(RECORDS)

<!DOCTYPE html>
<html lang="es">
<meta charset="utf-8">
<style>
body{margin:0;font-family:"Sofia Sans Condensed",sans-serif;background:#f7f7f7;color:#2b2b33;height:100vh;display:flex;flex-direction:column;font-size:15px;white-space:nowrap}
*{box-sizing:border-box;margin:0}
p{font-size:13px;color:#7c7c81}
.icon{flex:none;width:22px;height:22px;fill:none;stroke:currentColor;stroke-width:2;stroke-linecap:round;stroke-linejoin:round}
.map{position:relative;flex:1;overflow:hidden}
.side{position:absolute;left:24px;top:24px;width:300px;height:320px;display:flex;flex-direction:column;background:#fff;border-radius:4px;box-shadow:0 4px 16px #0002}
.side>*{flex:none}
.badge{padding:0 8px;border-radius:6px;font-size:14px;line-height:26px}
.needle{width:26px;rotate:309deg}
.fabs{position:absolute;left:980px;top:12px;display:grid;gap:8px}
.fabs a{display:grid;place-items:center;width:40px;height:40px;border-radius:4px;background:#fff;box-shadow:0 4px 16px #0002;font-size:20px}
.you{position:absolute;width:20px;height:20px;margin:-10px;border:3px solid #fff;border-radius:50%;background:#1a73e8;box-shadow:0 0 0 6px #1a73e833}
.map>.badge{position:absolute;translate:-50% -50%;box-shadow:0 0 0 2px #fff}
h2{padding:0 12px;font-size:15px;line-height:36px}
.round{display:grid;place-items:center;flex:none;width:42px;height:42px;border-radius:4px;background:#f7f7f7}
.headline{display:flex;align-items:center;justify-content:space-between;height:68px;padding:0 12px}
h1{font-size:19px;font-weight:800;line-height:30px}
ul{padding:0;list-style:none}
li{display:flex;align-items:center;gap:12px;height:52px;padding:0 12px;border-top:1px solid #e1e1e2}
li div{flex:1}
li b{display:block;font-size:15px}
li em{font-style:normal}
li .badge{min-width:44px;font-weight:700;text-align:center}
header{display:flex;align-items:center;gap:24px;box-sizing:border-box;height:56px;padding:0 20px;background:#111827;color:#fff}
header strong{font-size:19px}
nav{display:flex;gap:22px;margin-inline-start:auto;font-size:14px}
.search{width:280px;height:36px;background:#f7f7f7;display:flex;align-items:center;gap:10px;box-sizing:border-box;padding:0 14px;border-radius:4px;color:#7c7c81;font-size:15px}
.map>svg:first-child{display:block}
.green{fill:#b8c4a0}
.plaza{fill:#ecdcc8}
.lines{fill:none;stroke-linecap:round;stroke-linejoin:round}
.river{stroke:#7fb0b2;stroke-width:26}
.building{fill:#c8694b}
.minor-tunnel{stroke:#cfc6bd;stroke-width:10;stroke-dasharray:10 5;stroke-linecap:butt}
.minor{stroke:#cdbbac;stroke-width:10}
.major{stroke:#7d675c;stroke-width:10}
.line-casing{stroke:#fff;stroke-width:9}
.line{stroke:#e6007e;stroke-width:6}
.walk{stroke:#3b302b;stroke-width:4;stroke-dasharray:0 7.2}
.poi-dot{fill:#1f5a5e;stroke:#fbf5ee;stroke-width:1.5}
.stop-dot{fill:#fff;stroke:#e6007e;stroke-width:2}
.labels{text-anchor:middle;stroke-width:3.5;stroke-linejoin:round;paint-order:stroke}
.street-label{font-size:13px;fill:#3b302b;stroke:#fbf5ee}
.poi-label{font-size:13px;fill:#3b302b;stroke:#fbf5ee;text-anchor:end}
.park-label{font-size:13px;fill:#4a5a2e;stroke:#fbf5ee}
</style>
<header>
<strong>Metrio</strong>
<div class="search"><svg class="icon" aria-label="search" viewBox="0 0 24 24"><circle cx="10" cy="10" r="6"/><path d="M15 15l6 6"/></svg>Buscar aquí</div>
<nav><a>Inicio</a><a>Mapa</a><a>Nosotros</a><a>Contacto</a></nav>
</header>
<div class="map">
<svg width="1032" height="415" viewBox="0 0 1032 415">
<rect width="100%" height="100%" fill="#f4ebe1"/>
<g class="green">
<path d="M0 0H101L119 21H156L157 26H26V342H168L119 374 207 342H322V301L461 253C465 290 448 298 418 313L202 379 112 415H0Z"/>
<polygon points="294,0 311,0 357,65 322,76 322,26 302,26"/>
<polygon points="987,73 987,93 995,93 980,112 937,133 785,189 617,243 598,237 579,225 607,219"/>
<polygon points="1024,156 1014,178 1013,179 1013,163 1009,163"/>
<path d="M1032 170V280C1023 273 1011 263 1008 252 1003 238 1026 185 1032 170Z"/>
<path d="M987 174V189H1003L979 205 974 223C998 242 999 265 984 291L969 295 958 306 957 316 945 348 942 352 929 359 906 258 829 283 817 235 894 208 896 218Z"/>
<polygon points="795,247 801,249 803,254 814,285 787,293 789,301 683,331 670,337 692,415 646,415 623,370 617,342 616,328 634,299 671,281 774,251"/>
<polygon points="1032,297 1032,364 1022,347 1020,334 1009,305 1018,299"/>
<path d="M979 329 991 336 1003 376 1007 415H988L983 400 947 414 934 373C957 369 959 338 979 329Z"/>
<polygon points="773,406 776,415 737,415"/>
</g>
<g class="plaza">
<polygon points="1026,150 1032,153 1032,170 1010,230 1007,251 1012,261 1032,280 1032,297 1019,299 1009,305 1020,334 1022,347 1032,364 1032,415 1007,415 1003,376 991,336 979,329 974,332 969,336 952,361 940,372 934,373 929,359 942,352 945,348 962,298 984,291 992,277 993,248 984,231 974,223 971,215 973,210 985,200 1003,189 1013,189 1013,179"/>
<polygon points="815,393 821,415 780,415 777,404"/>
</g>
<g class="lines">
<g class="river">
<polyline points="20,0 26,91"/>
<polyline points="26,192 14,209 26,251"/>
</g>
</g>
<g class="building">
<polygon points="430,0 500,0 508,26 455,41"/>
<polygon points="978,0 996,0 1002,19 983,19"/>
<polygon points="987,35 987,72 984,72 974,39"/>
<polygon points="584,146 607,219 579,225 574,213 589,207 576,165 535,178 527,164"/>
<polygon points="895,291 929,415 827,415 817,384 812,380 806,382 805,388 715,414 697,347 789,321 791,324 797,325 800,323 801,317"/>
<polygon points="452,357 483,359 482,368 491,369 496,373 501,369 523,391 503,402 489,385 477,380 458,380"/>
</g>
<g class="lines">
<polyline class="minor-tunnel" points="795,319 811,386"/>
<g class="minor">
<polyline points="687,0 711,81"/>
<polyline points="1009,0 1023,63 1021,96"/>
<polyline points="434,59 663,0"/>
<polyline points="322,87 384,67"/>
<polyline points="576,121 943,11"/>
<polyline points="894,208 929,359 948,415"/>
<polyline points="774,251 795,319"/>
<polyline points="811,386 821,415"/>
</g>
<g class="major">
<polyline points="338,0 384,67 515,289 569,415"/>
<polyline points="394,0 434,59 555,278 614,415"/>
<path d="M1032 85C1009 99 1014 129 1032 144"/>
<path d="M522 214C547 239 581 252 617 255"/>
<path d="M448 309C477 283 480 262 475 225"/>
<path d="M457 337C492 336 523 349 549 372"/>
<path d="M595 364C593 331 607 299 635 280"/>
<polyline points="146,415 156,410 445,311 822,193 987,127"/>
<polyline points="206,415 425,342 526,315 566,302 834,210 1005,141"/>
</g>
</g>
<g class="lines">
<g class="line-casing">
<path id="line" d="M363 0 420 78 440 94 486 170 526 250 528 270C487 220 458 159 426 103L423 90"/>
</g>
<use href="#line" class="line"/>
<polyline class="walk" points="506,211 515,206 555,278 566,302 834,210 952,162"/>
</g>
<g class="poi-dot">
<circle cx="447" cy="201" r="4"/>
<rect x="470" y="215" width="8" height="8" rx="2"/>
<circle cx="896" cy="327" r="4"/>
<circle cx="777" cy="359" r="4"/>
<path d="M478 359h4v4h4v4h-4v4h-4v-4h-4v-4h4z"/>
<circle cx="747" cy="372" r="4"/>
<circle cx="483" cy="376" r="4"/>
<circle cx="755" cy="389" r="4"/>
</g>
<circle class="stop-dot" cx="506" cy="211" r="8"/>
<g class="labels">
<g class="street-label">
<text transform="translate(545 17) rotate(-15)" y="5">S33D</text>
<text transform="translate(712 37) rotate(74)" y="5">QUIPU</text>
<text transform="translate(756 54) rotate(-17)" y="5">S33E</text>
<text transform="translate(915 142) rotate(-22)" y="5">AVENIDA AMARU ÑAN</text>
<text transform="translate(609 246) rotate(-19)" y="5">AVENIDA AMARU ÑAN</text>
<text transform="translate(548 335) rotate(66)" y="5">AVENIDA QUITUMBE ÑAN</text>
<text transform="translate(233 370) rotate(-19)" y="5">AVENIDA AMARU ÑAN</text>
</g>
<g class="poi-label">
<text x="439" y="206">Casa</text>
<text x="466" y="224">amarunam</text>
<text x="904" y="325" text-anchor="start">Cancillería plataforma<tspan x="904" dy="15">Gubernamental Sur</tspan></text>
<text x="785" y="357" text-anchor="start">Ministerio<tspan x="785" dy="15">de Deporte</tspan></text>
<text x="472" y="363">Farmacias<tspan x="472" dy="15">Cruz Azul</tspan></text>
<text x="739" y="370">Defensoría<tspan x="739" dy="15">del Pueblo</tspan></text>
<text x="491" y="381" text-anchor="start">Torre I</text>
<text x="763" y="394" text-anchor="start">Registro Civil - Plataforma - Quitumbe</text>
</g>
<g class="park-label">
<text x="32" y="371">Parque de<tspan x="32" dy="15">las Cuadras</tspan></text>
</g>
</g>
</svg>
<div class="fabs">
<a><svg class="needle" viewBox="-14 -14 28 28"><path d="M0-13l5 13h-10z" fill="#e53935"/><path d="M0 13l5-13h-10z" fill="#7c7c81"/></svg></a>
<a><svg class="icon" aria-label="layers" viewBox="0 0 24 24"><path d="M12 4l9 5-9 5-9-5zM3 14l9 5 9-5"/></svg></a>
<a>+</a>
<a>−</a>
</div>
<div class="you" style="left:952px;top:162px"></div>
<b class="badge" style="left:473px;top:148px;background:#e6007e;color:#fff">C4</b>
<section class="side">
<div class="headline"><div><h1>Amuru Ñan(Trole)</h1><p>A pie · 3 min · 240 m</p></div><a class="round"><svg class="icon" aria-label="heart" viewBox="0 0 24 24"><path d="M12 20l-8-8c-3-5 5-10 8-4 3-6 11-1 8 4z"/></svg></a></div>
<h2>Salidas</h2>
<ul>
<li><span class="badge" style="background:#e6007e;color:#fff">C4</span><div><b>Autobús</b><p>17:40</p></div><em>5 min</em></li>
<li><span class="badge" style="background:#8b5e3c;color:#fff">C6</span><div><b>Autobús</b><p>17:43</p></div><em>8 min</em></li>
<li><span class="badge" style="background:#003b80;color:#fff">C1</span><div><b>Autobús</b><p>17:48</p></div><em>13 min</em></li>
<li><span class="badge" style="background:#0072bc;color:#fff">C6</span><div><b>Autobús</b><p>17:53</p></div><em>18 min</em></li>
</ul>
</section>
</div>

(End RECORDS)

PROBLEM DESCRIPTION - Every line above that holds "solid" should be copied out.

RESPONSE BELOW -
.you{position:absolute;width:20px;height:20px;margin:-10px;border:3px solid #fff;border-radius:50%;background:#1a73e8;box-shadow:0 0 0 6px #1a73e833}
li{display:flex;align-items:center;gap:12px;height:52px;padding:0 12px;border-top:1px solid #e1e1e2}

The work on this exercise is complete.